── Data supplied

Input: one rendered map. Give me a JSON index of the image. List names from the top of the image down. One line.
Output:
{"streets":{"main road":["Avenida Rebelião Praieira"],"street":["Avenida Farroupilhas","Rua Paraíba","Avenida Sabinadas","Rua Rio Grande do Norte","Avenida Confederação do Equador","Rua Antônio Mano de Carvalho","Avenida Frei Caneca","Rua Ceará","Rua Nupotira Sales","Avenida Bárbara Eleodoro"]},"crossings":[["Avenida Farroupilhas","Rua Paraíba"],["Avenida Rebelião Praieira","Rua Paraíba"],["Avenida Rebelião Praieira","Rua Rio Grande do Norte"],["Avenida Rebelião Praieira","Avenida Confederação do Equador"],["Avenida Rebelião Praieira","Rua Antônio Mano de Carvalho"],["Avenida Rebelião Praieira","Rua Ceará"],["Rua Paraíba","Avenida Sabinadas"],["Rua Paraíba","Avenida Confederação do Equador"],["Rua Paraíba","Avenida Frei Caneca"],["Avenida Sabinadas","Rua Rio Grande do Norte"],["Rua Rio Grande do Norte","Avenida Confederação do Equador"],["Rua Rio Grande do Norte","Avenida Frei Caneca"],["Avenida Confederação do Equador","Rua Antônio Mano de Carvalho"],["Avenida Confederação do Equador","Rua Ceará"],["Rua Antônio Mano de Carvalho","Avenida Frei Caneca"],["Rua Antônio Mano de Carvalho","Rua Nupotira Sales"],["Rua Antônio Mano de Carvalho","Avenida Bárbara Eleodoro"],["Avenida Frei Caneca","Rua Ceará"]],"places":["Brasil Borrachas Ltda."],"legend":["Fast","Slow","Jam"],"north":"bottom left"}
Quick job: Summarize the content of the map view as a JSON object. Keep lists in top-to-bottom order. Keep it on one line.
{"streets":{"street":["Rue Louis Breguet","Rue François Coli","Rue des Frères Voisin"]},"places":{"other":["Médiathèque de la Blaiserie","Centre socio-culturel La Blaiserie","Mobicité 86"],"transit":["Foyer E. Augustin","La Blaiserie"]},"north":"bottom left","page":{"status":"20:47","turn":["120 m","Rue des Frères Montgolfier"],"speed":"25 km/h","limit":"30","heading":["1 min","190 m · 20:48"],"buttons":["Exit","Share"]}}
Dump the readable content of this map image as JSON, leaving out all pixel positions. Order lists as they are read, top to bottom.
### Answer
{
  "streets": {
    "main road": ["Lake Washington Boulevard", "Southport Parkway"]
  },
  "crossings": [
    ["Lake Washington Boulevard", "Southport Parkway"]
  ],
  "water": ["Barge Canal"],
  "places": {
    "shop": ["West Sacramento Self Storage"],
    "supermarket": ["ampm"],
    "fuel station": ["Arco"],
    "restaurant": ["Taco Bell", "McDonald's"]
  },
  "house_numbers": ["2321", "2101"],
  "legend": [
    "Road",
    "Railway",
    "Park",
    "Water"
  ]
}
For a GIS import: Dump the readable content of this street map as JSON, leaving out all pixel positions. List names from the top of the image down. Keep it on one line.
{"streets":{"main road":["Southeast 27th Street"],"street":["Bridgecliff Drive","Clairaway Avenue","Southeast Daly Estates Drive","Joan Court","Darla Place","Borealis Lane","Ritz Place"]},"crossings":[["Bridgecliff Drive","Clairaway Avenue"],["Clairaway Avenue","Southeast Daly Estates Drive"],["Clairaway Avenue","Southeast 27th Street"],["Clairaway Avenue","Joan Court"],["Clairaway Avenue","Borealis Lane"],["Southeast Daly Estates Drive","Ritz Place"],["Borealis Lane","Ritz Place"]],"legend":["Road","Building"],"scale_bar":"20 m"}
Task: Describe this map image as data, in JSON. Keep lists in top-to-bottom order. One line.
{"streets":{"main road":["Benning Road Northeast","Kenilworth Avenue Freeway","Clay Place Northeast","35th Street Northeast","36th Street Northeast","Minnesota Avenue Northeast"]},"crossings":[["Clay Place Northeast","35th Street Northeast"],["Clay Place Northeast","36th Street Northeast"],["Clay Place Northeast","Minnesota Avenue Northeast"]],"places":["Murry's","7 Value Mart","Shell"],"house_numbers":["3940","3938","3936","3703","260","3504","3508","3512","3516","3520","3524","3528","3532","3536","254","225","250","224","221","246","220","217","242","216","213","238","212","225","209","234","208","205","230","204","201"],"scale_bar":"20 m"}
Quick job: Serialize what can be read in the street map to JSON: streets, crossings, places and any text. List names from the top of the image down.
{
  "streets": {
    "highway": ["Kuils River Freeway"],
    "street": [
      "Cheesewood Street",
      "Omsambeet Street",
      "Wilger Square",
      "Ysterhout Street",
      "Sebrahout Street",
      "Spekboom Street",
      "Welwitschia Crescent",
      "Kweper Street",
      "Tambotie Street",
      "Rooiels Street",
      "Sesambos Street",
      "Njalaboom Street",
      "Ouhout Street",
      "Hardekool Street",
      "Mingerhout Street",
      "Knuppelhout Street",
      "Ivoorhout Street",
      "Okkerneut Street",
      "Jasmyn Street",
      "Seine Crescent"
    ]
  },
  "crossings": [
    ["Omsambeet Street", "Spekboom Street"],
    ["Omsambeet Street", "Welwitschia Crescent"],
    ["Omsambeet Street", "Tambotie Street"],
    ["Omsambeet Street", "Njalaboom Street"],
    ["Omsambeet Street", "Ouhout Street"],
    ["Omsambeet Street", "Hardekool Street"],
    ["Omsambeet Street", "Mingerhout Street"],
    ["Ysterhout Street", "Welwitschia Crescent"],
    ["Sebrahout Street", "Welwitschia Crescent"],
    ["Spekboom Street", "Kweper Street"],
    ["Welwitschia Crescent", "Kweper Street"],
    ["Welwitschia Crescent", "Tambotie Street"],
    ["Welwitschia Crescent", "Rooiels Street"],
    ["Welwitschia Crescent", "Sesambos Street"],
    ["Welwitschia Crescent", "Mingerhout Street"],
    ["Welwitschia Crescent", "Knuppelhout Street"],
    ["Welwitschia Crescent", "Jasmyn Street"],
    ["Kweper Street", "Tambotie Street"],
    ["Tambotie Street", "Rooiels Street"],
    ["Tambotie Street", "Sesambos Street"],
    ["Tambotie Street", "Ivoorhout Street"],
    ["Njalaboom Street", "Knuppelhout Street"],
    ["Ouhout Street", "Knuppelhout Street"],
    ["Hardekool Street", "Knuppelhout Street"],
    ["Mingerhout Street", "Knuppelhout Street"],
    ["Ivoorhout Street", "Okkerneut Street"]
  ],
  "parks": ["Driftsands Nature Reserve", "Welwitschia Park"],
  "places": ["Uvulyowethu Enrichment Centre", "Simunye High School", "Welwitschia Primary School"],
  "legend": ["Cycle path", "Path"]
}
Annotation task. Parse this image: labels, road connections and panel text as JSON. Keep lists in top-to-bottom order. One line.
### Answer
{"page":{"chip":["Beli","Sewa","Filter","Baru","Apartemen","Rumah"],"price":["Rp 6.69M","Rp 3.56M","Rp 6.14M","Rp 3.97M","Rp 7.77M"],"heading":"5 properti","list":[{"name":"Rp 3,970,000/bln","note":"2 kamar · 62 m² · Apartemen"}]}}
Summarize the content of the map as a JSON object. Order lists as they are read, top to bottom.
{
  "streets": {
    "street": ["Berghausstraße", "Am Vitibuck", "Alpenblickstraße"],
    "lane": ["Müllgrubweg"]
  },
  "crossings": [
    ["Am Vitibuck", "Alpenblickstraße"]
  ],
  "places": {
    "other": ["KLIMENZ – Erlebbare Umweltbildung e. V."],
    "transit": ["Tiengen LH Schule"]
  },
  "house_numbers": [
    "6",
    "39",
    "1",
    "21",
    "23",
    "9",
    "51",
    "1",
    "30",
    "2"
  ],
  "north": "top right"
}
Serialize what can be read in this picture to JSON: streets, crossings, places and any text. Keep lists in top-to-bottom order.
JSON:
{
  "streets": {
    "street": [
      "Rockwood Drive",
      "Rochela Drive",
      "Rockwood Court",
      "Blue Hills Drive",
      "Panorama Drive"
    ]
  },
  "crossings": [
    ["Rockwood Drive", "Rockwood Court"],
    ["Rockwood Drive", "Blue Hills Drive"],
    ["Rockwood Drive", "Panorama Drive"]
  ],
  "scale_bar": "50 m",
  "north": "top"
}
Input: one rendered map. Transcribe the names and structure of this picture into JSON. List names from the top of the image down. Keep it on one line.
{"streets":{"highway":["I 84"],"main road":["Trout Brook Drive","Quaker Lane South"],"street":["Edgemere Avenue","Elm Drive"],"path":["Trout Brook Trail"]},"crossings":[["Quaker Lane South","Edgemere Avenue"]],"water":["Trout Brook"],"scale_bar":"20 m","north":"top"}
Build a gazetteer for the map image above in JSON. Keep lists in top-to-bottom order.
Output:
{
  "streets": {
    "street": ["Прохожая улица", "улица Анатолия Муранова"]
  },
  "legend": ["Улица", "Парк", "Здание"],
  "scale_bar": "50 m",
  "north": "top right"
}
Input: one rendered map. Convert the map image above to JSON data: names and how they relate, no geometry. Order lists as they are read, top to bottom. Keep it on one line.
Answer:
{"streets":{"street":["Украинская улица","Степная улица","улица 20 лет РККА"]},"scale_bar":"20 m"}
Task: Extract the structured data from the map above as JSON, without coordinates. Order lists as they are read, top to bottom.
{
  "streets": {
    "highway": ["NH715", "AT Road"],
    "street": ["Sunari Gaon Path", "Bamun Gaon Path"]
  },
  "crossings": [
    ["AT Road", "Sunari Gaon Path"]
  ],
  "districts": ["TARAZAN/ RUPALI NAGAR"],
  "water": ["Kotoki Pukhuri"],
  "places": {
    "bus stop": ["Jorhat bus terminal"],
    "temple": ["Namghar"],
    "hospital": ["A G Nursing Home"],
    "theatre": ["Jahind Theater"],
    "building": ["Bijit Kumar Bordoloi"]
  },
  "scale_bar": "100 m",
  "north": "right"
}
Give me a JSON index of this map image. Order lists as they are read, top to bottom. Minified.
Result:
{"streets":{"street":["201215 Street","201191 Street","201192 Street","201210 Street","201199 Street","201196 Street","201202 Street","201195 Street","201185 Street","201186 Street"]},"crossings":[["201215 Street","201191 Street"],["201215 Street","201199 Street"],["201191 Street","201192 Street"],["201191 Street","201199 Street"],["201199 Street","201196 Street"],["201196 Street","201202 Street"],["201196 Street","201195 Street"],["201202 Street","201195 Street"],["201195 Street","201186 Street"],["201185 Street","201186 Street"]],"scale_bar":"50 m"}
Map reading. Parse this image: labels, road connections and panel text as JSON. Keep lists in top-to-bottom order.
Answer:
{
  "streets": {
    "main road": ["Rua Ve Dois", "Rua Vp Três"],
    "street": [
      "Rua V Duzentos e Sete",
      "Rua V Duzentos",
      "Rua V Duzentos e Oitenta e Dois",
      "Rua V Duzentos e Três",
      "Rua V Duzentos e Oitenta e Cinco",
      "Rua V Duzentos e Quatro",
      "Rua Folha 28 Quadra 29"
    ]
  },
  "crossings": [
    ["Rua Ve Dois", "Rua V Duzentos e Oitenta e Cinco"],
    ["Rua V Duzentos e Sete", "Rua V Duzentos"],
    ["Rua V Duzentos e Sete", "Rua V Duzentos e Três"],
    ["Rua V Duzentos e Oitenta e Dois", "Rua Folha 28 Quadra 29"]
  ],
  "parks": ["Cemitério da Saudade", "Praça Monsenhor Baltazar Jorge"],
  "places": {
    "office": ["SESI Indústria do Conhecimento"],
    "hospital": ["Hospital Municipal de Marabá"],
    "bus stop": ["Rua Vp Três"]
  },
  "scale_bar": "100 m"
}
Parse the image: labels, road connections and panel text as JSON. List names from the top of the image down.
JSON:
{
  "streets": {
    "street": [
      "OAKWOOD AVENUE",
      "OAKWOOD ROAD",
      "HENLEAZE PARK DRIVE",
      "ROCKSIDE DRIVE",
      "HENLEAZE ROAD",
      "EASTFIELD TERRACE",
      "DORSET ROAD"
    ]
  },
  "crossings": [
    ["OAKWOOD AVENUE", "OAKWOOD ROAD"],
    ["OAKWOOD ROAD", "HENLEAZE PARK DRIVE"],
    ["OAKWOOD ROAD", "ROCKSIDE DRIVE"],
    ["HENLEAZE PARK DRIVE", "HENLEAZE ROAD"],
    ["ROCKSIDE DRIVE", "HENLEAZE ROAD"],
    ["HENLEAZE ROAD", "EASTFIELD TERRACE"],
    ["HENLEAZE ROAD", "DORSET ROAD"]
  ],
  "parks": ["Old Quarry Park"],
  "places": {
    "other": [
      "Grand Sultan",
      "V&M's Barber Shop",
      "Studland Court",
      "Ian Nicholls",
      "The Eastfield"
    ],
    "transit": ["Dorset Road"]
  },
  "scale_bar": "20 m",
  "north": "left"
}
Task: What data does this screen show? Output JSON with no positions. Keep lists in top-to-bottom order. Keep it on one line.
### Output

────

Which lines above run from the one containing "Give me a JSON index of this" down to the one containing "Map reading. Parse"? Repeat exactly those, both ends included, and nothing else.

Give me a JSON index of this map image. Order lists as they are read, top to bottom. Minified.
Result:
{"streets":{"street":["201215 Street","201191 Street","201192 Street","201210 Street","201199 Street","201196 Street","201202 Street","201195 Street","201185 Street","201186 Street"]},"crossings":[["201215 Street","201191 Street"],["201215 Street","201199 Street"],["201191 Street","201192 Street"],["201191 Street","201199 Street"],["201199 Street","201196 Street"],["201196 Street","201202 Street"],["201196 Street","201195 Street"],["201202 Street","201195 Street"],["201195 Street","201186 Street"],["201185 Street","201186 Street"]],"scale_bar":"50 m"}
Map reading. Parse this image: labels, road connections and panel text as JSON. Keep lists in top-to-bottom order.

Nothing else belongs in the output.